[Problem requirements]: Copy each line of the records below that mentions the word "serif".
--- START ---
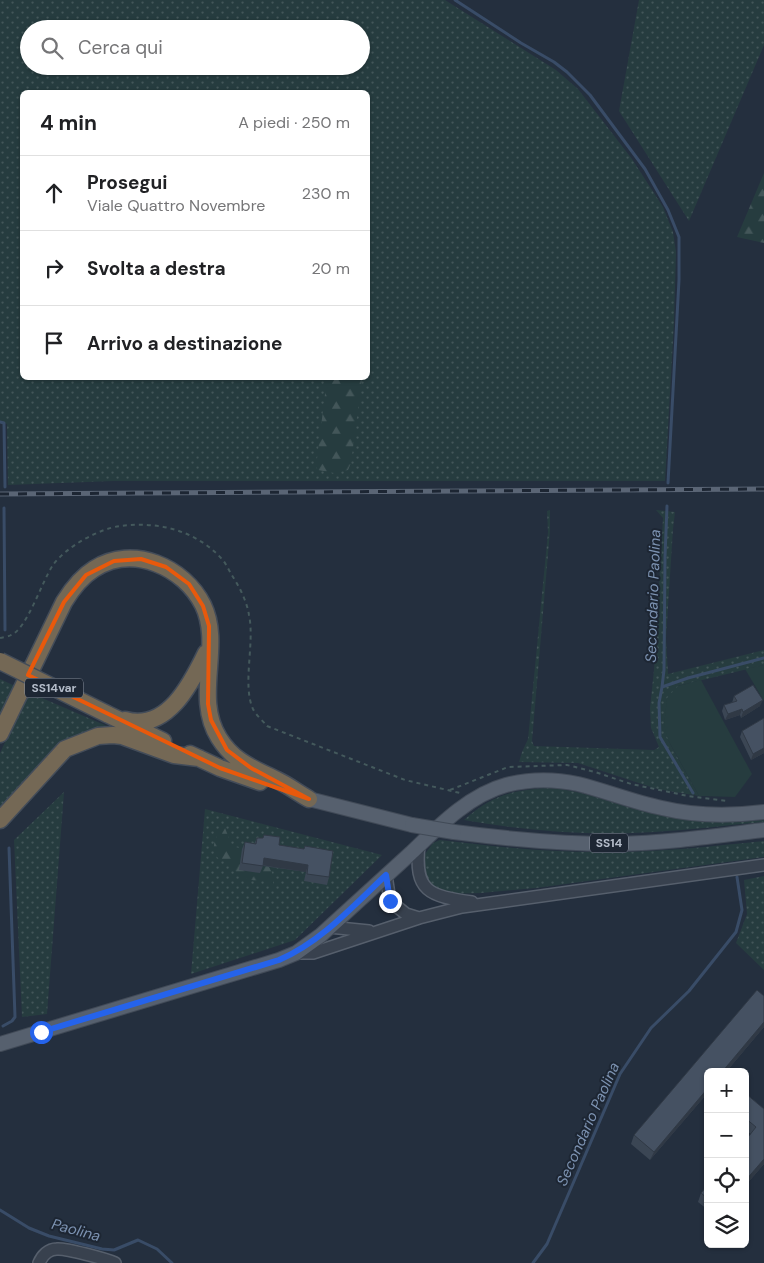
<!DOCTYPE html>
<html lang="it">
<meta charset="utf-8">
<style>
:root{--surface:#fff;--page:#f2f2f2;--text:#202124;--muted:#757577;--line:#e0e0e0}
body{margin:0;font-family:"DM Sans",sans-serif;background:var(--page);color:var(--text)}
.controls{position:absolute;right:15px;bottom:15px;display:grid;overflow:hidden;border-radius:8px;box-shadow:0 1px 4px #0004}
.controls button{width:45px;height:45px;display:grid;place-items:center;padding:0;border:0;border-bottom:1px solid var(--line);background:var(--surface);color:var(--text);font:25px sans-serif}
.stop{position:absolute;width:15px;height:15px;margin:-11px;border:4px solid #2563eb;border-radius:50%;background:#fff}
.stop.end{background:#2563eb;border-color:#fff;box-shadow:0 1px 5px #0008}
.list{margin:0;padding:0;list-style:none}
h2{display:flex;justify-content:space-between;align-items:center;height:65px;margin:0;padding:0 20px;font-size:21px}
h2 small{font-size:16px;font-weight:400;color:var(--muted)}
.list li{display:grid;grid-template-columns:32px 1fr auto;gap:15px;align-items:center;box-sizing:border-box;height:75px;padding:0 20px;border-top:1px solid var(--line)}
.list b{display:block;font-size:19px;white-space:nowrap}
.list p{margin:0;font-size:16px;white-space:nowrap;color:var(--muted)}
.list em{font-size:16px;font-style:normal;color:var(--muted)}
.icon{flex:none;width:28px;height:28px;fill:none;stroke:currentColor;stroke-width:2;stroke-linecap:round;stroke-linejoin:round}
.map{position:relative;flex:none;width:764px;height:1263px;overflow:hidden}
.search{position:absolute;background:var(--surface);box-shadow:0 1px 4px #0004;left:20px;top:20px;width:350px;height:55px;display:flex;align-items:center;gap:12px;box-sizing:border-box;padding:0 18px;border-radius:28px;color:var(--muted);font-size:19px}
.panel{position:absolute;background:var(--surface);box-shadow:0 1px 4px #0004;left:20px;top:90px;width:350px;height:290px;border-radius:8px}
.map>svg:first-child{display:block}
</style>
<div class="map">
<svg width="764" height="1263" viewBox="0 0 764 1263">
<defs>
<pattern id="grass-dots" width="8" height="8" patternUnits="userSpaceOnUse" patternTransform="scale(1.25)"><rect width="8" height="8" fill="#263c3f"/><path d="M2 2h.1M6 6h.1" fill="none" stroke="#435659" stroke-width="1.8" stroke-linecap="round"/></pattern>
<pattern id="forest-firs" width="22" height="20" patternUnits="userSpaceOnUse" patternTransform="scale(1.25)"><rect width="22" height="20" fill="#263c3f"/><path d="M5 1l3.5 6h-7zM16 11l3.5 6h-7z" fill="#435659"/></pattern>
</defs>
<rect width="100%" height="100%" fill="#242f3e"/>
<path fill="url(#grass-dots)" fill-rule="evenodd" d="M 0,0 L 445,0 L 556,70 L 578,89 L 632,159 L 663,207 L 673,232 L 676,252 L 674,322 L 665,481 L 113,481 L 8,485 L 7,424 L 0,421 ZM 29,29 L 361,29 L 361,66 L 29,66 ZM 22,92 L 368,92 L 368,378 L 22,378 Z
M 639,0 L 764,0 L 764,45 L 689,221 L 619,111 Z
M 550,510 L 550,531 L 532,741 L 534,746 L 654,750 L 659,747 L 651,728 L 650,708 L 654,670 L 663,518 L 656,510 L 675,512 L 673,529 L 666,638 L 668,674 L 764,650 L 764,665 L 678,686 L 668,740 L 699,796 L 657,789 L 578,763 L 519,762 L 522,752 L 528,739 L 548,532 L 547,511 Z
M 0,679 L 17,687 L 0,721 Z
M 28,692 L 107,726 L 68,741 L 0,809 L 0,753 Z
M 549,788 C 583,790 613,804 646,812 C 685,822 724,824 764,820 L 764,822 C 727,825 691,830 654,832 C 590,836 526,831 464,820 C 492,795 512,790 549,788 Z
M 64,792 L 47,1014 L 22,1017 L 14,840 Z
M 205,809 L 382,855 L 295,940 L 191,974 Z
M 440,840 C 497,847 554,853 612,852 C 663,852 713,846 764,841 L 764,857 L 536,888 L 481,893 L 449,894 L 435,890 L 426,880 L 422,865 L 425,854 L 433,843 Z
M 764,876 L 764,970 L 736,943 L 747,914 L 744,880 Z"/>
<path fill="url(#forest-firs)" d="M 764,173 L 764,243 L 737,237 Z
M 327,378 L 362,378 L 351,463 L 348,470 L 334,473 L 318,470 L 316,467 Z
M 225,828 L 232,846 L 239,848 L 261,842 L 261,865 L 269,867 L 273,875 L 273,885 L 266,885 L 263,880 C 254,881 244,880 237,873 C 234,870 233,867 230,864 C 227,862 222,861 219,859 C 209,851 215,833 225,828 Z"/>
<path fill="#263c3f" d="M 764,665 L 764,701 L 745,669 Z
M 701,680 L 752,774 L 735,797 L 699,796 L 668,740 L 664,725 L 667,698 L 678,686 Z"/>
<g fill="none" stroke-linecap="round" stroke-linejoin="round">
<path stroke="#394c67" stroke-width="3" d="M 455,0 L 521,43 L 554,62 L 567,72 L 590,95 L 645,169 L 668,210 L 679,237 L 679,280 L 668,483
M 0,422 L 4,423 L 5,487
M 4,508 L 5,630
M 662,687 L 664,670 L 665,557 L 667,506
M 693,793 L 660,737 L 659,703 L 662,687 L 688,678 L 764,658
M 3,1026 L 12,1021 L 15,1017 L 9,848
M 0,1210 L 29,1228 L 49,1236 L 102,1249 L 114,1250 L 138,1240 L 157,1249 L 172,1263
M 533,1263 L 547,1244 L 620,1074 L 651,1028 L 689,991 L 736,932 L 742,910 L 737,877"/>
<defs>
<path id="minor" d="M 419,845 C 414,892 429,896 472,902
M 386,875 L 390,901 L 406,914 L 419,918
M 329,927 L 369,931
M 296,953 L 313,953 L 419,918 L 462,907 L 764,865
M 39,1263 C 42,1256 48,1249 57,1249 C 65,1248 106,1259 115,1263"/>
<path id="major" d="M 309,799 L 412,825
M 454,832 C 508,839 562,844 617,844 C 666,843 715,836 764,830
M 0,1044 L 279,960 L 296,953 L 321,935 C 351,908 381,880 411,853 C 438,827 469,795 506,785 C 529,779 555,779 578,784 C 606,791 633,802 662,808 C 695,816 731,816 764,812"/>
<path id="highway" d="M 107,714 L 163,741
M 125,720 C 167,732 191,684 206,653
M 0,734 L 64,602 C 72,589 81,577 94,569 C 133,544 184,567 203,605 C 223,646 193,697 219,738 C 234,762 253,768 277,780 C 288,785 298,793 309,799
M 190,754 L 220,768 L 260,782
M 0,820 L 65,749 L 98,736 L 113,735 L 122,736 L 174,755 L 199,758"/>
</defs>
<use href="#minor" stroke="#565f6c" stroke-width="14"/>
<use href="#major" stroke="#414a57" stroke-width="16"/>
<use href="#highway" stroke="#434c59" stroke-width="19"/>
<path stroke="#44595c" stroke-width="2" stroke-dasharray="4 4" stroke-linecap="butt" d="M 0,638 C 3,637 8,637 11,635 C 27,629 42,581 53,565 C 66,547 98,529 120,526 C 157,521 195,530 221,558 C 226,563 229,571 233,577 C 240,588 247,602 249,615 C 255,643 242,685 253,709 C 256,715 263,721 267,726 L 405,780 L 460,793
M 450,790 L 508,767 L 567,765 L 595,772 L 631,784 L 688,796 L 727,801 L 727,803"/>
<use href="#minor" stroke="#38414e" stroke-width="11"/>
<use href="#major" stroke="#56606e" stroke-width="14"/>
<use href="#highway" stroke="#746855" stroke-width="16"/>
<defs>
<path id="rail" d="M 0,494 L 764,489"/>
</defs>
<use href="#rail" stroke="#5a6575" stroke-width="5"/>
<use href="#rail" stroke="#1d2633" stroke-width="3" stroke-dasharray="9" stroke-linecap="butt"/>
<defs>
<path id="major-bridge" d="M 412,825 L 454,832"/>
<path id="highway-bridge" d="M 0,661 L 107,714"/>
</defs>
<use href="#major-bridge" stroke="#414a57" stroke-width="16" stroke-linecap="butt"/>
<use href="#highway-bridge" stroke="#434c59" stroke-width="19" stroke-linecap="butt"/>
<use href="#major-bridge" stroke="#56606e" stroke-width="14"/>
<use href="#highway-bridge" stroke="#746855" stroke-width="16"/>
</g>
<path fill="#3b4654" d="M 734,696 L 760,706 L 741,718 L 740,715 L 725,720 L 722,711 L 724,705 L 732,703 Z
M 764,718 L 764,753 L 751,760 L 740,737 L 742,731 Z
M 264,835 L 279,845 L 304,849 L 305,846 L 329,877 L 327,885 L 304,881 L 306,872 L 263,866 L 260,873 L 239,870 L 242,849 L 245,842 L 254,844 L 257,838 L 263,838 Z
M 764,996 L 764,1027 L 726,1072 L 708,1072 L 708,1098 L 705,1096 L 650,1160 L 631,1144 L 634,1135 Z
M 745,1093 L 764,1109 L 764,1164 L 745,1186 L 745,1141 L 751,1134 L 745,1130 Z
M 708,1185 L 708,1210 L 698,1202 L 701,1193 Z"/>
<path fill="#303945" d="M 763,700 L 760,706 L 741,718 L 743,712 Z
M 742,709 L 740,715 L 725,720 L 728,714 Z
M 764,748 L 764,753 L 751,760 L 753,754 Z
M 264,858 L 308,865 L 306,872 L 261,865 Z
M 764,1022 L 764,1027 L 726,1072 L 722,1072 Z
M 708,1088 L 705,1096 L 650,1160 L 654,1152 Z
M 764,1159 L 764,1164 L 745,1186 L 745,1181 Z"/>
<path fill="#455162" stroke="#303945" d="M 753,685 L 763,700 L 743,712 L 742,709 L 728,714 L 724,705 L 737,701 L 734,696 Z
M 764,718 L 764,748 L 753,754 L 742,731 Z
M 264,835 L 280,837 L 279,845 L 304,849 L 305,846 L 333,851 L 329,877 L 307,874 L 308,865 L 264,858 L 263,866 L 242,863 L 245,842 L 256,844 L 257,838 L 263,838 Z
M 757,990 L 764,996 L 764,1022 L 722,1072 L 708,1072 L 708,1088 L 654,1152 L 634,1135 Z
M 745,1093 L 764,1109 L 764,1159 L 745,1181 L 745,1141 L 756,1127 L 745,1118 Z
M 708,1185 L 708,1199 L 701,1193 Z"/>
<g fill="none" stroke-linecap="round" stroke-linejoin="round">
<path stroke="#2563eb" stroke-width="6" d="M 41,1032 L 279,960 C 321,942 353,906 386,875 L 390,901"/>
</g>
<path fill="none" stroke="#e8590c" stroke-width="4" stroke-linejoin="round" d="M 141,559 L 166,567 L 189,584 L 203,606 L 209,626 L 208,704 L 211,720 L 227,750 L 251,768 L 309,799 L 220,768 L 28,675 L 64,602 L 86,575 L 114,561 Z"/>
<g text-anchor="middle" stroke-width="4" stroke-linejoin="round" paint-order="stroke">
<g fill="#1d2633" stroke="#878f9c" stroke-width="1">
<rect x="25" y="678.5" width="58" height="19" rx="4"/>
<rect x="590" y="833.5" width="38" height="19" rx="4"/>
</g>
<g font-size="12" font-weight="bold" fill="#b4bcc9">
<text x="54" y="692">SS14var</text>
<text x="609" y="847">SS14</text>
</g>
<g font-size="15" font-style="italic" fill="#7c92b1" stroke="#1d2633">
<text transform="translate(653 596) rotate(-88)" y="5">Secondario Paolina</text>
<text transform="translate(588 1124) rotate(-66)" y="5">Secondario Paolina</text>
<text transform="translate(76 1230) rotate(15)" y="5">Paolina</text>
</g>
</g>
</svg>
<div class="controls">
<button>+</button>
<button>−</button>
<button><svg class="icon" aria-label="locate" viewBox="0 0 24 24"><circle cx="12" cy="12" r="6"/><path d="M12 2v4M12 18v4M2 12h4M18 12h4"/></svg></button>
<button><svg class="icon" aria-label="layers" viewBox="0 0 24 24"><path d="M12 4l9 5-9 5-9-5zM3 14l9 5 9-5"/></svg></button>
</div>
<div class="stop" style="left:41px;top:1032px"></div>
<div class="stop end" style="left:390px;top:901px"></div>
<div class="search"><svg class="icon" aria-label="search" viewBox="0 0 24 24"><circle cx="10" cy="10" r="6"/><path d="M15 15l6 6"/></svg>Cerca qui</div>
<section class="panel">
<h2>4 min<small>A piedi · 250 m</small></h2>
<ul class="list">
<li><svg class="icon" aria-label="ahead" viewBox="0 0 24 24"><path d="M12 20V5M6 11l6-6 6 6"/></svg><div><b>Prosegui</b><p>Viale Quattro Novembre</p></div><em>230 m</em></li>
<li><svg class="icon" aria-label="right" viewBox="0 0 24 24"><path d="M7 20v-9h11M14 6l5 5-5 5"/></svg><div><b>Svolta a destra</b></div><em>20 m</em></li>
<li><svg class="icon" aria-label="arrive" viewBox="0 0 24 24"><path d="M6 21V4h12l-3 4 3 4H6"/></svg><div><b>Arrivo a destinazione</b></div></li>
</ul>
</section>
</div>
--- END ---
[Output for this task]:
body{margin:0;font-family:"DM Sans",sans-serif;background:var(--page);color:var(--text)}
.controls button{width:45px;height:45px;display:grid;place-items:center;padding:0;border:0;border-bottom:1px solid var(--line);background:var(--surface);color:var(--text);font:25px sans-serif}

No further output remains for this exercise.